Jar Jar McGuinty: "Meesa wrecked Ontario?"

For the Right party, the Drummond Report is a great campaign platform.

From the National Post:

Kelly McParland: Ontario shouldn’t be condemned to four more years of Dalton McGuinty

  Feb 17, 2012 – 9:52 AM ET | Last Updated: Feb 17, 2012 10:04 AM ET

ADRIAN LAM

ADRIAN LAM

Ontario premier Dalton McGuinty

Does anyone seriously believe Dalton McGuinty’s government has the will or the capability to reverse the disaster it’s produced in  its eight years in office? The report released this week by economist Don Drummond, which annihilates any illusion McGuinty supporters might have harboured that Ontario’s economy is under competent stewardship, is just one blow, and just the most recent, against a government that has stumbled from one mistake to another throughout its years in office.

So damning is the Drummond report that it almost — almost — managed to overshadow a concurrent scandal going on in Mr. McGuinty’s Health Ministry. For any other government the ongoing revelations at ORNGE — the agency responsible for Ontario air ambulance services — would be more than enough to threaten the survival of the government.  It’s a big, complex, highly expensive miasma of incompetence that is too extensive to catalogue briefly in its entirety, but involves hundreds of millions of taxpayer dollars poured into a corporate web set up under the government’s nose (and with its approval), apparently for the benefit of a few grossly overpaid executives with  ego problems and a key to the vault.

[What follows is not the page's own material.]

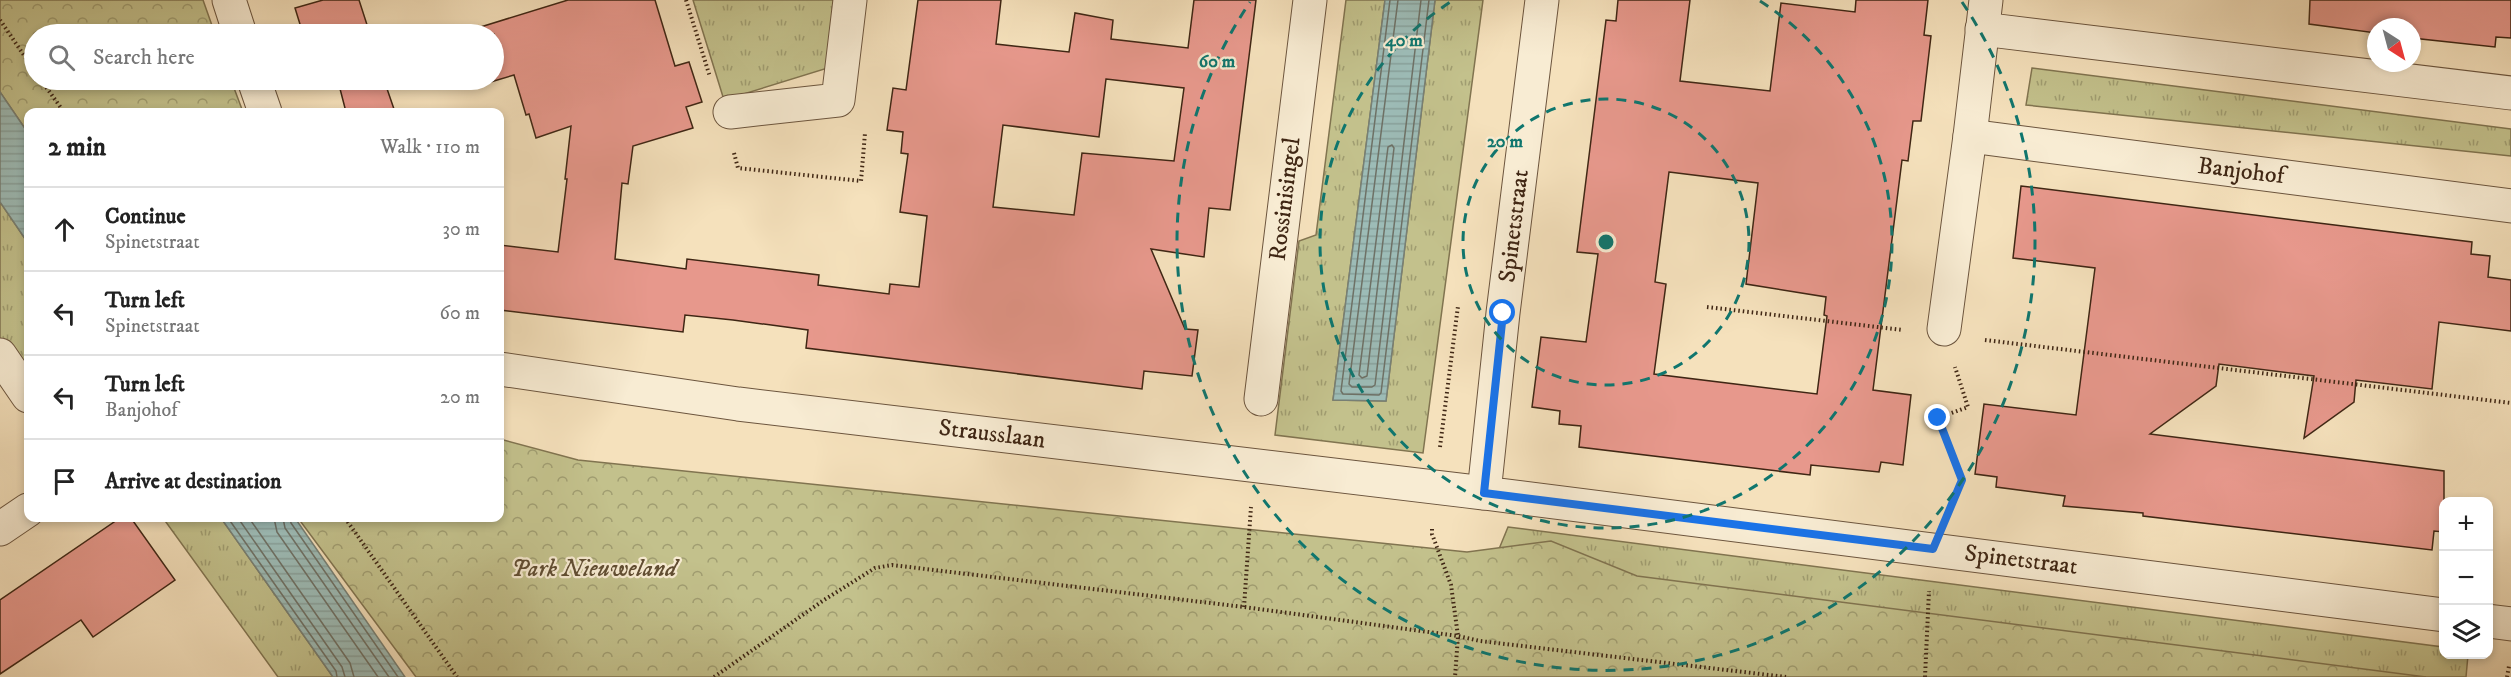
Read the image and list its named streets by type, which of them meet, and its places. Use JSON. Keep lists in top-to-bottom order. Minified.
{"streets":{"street":["Banjohof","Rossinisingel","Spinetstraat","Strausslaan"]},"crossings":[["Spinetstraat","Strausslaan"]],"parks":["Park Nieuweland"],"north":"bottom right","page":{"search":"Search here","heading":["2 min","Walk · 110 m"],"list":[["Continue","Spinetstraat","30 m"],["Turn left","Spinetstraat","60 m"],["Turn left","Banjohof","20 m"],"Arrive at destination"],"map_buttons":["+","−"]},"rings":["40 m","60 m","20 m"]}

Health Minister Deb Matthews was either unaware of the abuses, which is frightening enough, or hoping no one would notice, which may be worse. In any event the government did nothing about the blatant abuses until a series of devastating revelations hit the front pages (mainly, to its great credit, in the Toronto Star).   Since then Matthews has been scrambling to keep up, but threw up her hands Thursday andcalled in the Ontario Provincial Police to investigate potential criminal charges after complaining she’d been lied to repeatedly by senior ORNGE officials.

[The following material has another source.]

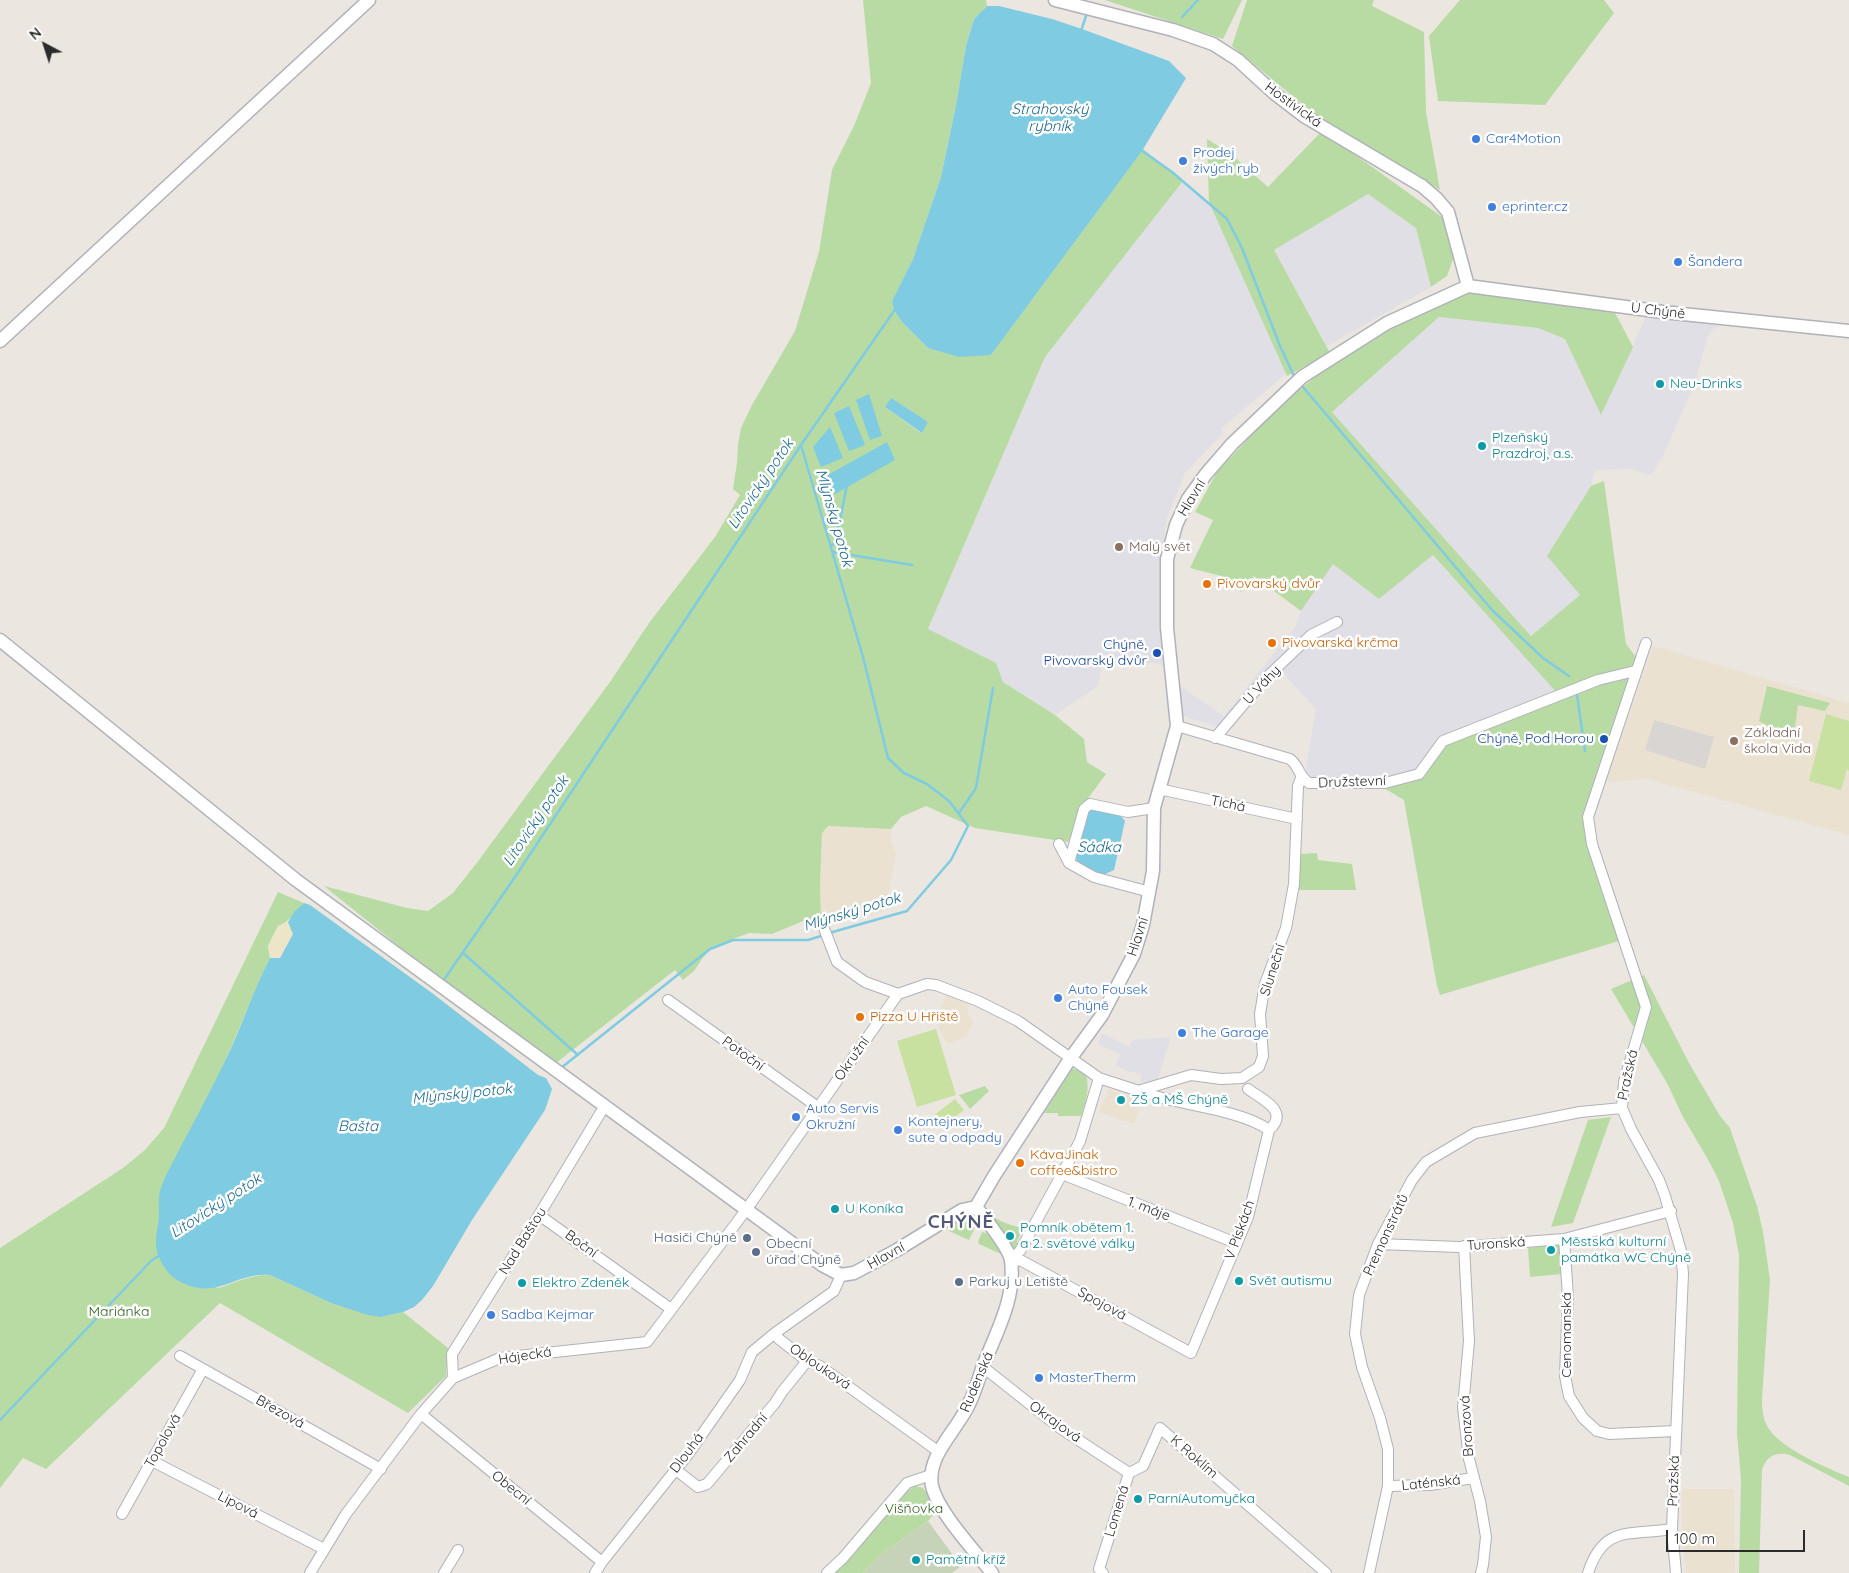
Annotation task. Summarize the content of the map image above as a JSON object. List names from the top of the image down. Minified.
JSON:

A week ago the McGuinty crew was busy dismissing new census figures that show Ontario sliding precipitously from its perch among the country’s more prosperous provinces. Now a have-not province increasingly dependent on equalization handouts thanks to its growing mountain of debt, Ontario is no longer the overwhelming choice of immigrants seeking a chance to make good in their new home. For that they look to the West; Ontario gets refugees and family members seeking to join earlier arrivals, the ones with skills prefer Manitoba, Saskatchewan or Alberta.

There was little hint Mr. McGuinty had any idea how to handle any of these problems when Mr. Drummond came along with a report that dwarfed them all.  And his reaction since the report landed has hardly been encouraging: Mr. McGuinty seems to have fallen down a hole. Despite having received the report weeks before it was made public, he’s given no hint of how he might deal with it. He might have used that time to prepare a plan, or at least put together a response indicating some concrete action would be forthcoming. Instead he’s adopted the Scarlett O’Hara strategy in dealing with problems at Tara: “I can’t think about that right now. If I do, I’ll go crazy. I’ll think about that tomorrow.”

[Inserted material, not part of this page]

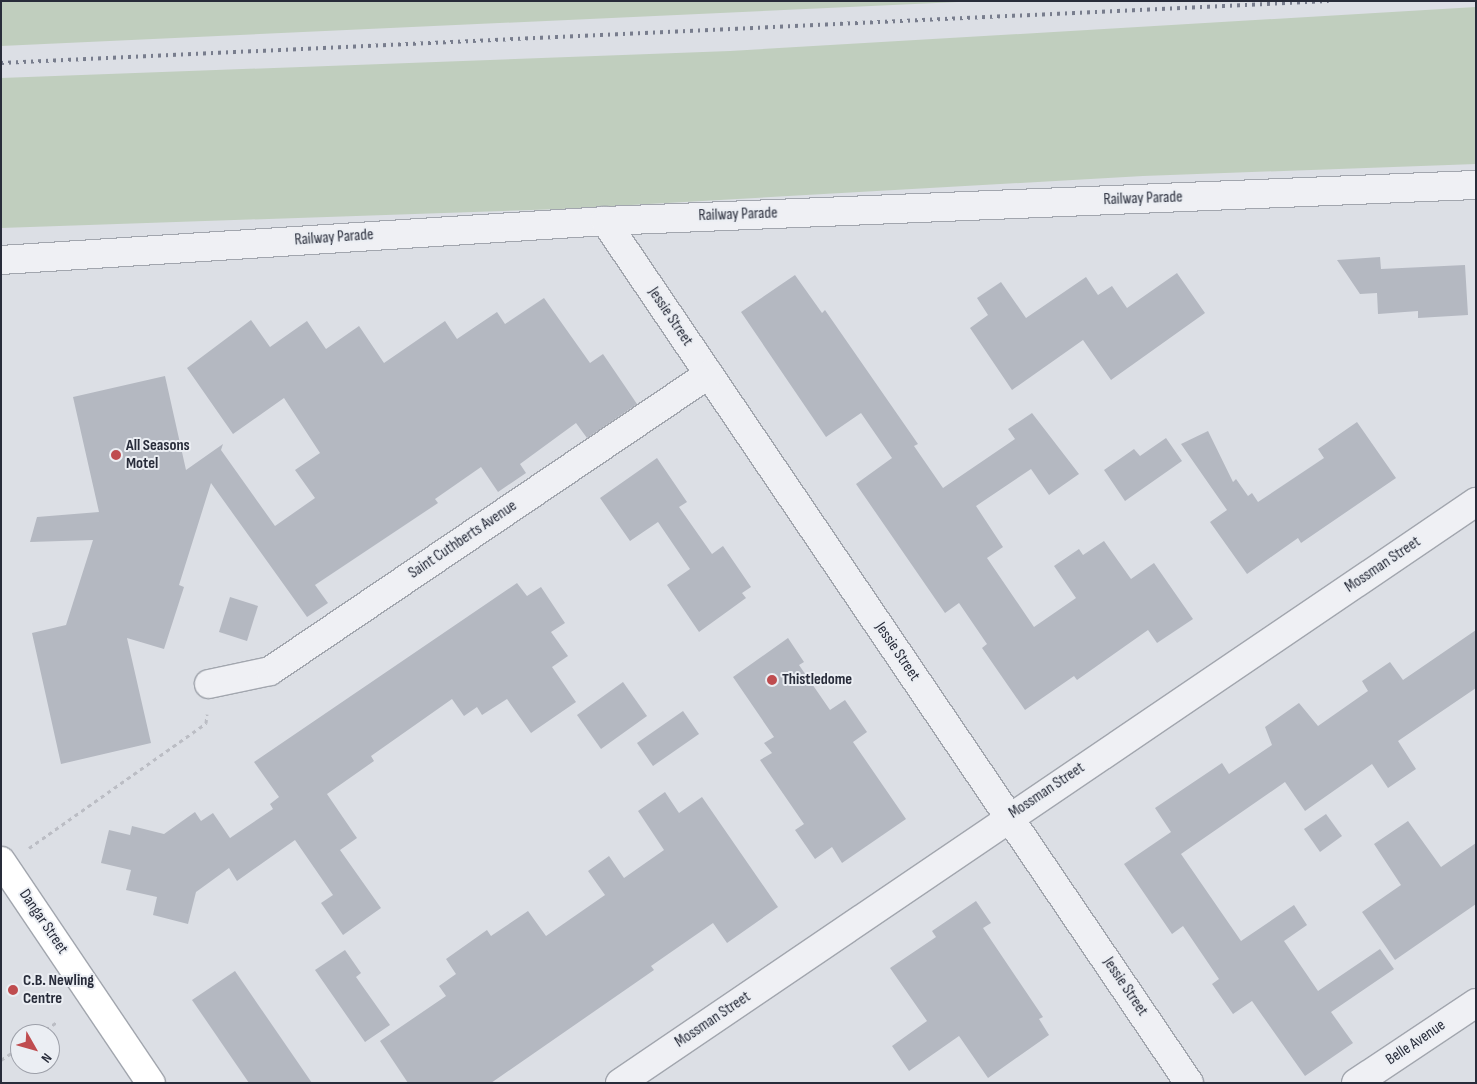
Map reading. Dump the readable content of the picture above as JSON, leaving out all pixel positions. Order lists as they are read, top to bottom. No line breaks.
{"streets":{"main road":["Dangar Street"],"street":["Railway Parade","Jessie Street","Saint Cuthberts Avenue","Mossman Street","Belle Avenue"]},"crossings":[["Railway Parade","Jessie Street"],["Jessie Street","Saint Cuthberts Avenue"],["Jessie Street","Mossman Street"]],"places":["All Seasons Motel","Thistledome","C.B. Newling Centre"],"north":"bottom right"}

His non-response bolsters the suspicion that this is a government long since out of gas and in need of replacement. An excellent opportunity to do so in October was lost when the opposition Progressive Conservatives bobbled the campaign, enabling the Liberals to extend their lifeline by another four years. The PCs were defeated by their own lack of preparedness and inability to adjust to changing circumstances, but also by the Liberals’ success in hiding, disguising and papering over the full extent of the problems they must have suspected were about to burst upon them. Ontarians voted for the government under false pretenses. In British Columbia, former premier Gordon Campbell was forced to resign after misleading voters on plans to adopt the HST; Mr. McGuinty’s  violation of voter trust is far greater in scope and impact — while B.C. may have to re-pay the $1.6 billion advanced by Ottawa and find a new way to raise revenue, Ontario faces decades of austerity as it struggles to whittle down a deficit that has tripled under Mr. McGuinty’s watch, and, according to Mr. Drummond, could double again in the next five years.

Where is the accountability for this? Where’s the slightest sign that Mr. McGuinty recognizes how deep a hole he’s dropped Ontarians into — not just this generation, but the next as well? Tim Hudak, who was recently endorsed as leader by his Progressive Conservatives despite his failure to oust the Liberals in October,  has another chance staring him in the face. The Liberals were reduced to a minority in October, though just barely, and would likely have been reduced to federal Liberal levels if voters had known the truth. Mr. Drummond has provided the platform, Mr. McGuinty the motive and the opportunity. The opposition should seriously consider seizing it: no one will be able to clean up the mess the Liberals have made, not next year or for years afterwards.  But they certainly shouldn’t be left alone to compound their disaster. Ontario has done nothing to deserve a fate as bad as that.